* _Task inputs_:
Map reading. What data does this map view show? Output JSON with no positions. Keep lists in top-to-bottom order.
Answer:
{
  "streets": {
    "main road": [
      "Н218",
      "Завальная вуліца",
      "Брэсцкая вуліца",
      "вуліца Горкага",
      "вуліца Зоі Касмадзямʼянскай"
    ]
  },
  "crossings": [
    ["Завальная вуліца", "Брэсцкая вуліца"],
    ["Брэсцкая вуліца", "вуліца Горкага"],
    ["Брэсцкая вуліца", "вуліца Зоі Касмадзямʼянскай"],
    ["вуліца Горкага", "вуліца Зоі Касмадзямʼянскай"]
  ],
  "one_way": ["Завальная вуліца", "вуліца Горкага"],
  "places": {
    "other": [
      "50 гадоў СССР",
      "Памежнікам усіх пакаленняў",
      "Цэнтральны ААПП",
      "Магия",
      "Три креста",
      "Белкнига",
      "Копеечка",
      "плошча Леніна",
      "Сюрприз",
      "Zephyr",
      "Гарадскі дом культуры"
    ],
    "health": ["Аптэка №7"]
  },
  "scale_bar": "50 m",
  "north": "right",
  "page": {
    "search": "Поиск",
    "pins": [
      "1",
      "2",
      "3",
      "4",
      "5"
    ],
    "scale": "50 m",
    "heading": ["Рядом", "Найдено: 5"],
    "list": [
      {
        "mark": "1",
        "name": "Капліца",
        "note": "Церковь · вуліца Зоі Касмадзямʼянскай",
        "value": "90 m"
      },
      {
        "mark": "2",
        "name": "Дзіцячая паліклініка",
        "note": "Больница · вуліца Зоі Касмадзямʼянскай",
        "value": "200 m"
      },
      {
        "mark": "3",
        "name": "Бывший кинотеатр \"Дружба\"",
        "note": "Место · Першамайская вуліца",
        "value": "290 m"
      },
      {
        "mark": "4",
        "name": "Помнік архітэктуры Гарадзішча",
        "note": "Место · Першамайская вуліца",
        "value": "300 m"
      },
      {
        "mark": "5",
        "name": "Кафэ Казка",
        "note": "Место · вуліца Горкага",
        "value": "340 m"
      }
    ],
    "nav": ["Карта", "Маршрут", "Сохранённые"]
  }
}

* _To do_: Repeat every record above. Each one must match exactly.

* _Response to the exercise_:
Map reading. What data does this map view show? Output JSON with no positions. Keep lists in top-to-bottom order.
Answer:
{
  "streets": {
    "main road": [
      "Н218",
      "Завальная вуліца",
      "Брэсцкая вуліца",
      "вуліца Горкага",
      "вуліца Зоі Касмадзямʼянскай"
    ]
  },
  "crossings": [
    ["Завальная вуліца", "Брэсцкая вуліца"],
    ["Брэсцкая вуліца", "вуліца Горкага"],
    ["Брэсцкая вуліца", "вуліца Зоі Касмадзямʼянскай"],
    ["вуліца Горкага", "вуліца Зоі Касмадзямʼянскай"]
  ],
  "one_way": ["Завальная вуліца", "вуліца Горкага"],
  "places": {
    "other": [
      "50 гадоў СССР",
      "Памежнікам усіх пакаленняў",
      "Цэнтральны ААПП",
      "Магия",
      "Три креста",
      "Белкнига",
      "Копеечка",
      "плошча Леніна",
      "Сюрприз",
      "Zephyr",
      "Гарадскі дом культуры"
    ],
    "health": ["Аптэка №7"]
  },
  "scale_bar": "50 m",
  "north": "right",
  "page": {
    "search": "Поиск",
    "pins": [
      "1",
      "2",
      "3",
      "4",
      "5"
    ],
    "scale": "50 m",
    "heading": ["Рядом", "Найдено: 5"],
    "list": [
      {
        "mark": "1",
        "name": "Капліца",
        "note": "Церковь · вуліца Зоі Касмадзямʼянскай",
        "value": "90 m"
      },
      {
        "mark": "2",
        "name": "Дзіцячая паліклініка",
        "note": "Больница · вуліца Зоі Касмадзямʼянскай",
        "value": "200 m"
      },
      {
        "mark": "3",
        "name": "Бывший кинотеатр \"Дружба\"",
        "note": "Место · Першамайская вуліца",
        "value": "290 m"
      },
      {
        "mark": "4",
        "name": "Помнік архітэктуры Гарадзішча",
        "note": "Место · Першамайская вуліца",
        "value": "300 m"
      },
      {
        "mark": "5",
        "name": "Кафэ Казка",
        "note": "Место · вуліца Горкага",
        "value": "340 m"
      }
    ],
    "nav": ["Карта", "Маршрут", "Сохранённые"]
  }
}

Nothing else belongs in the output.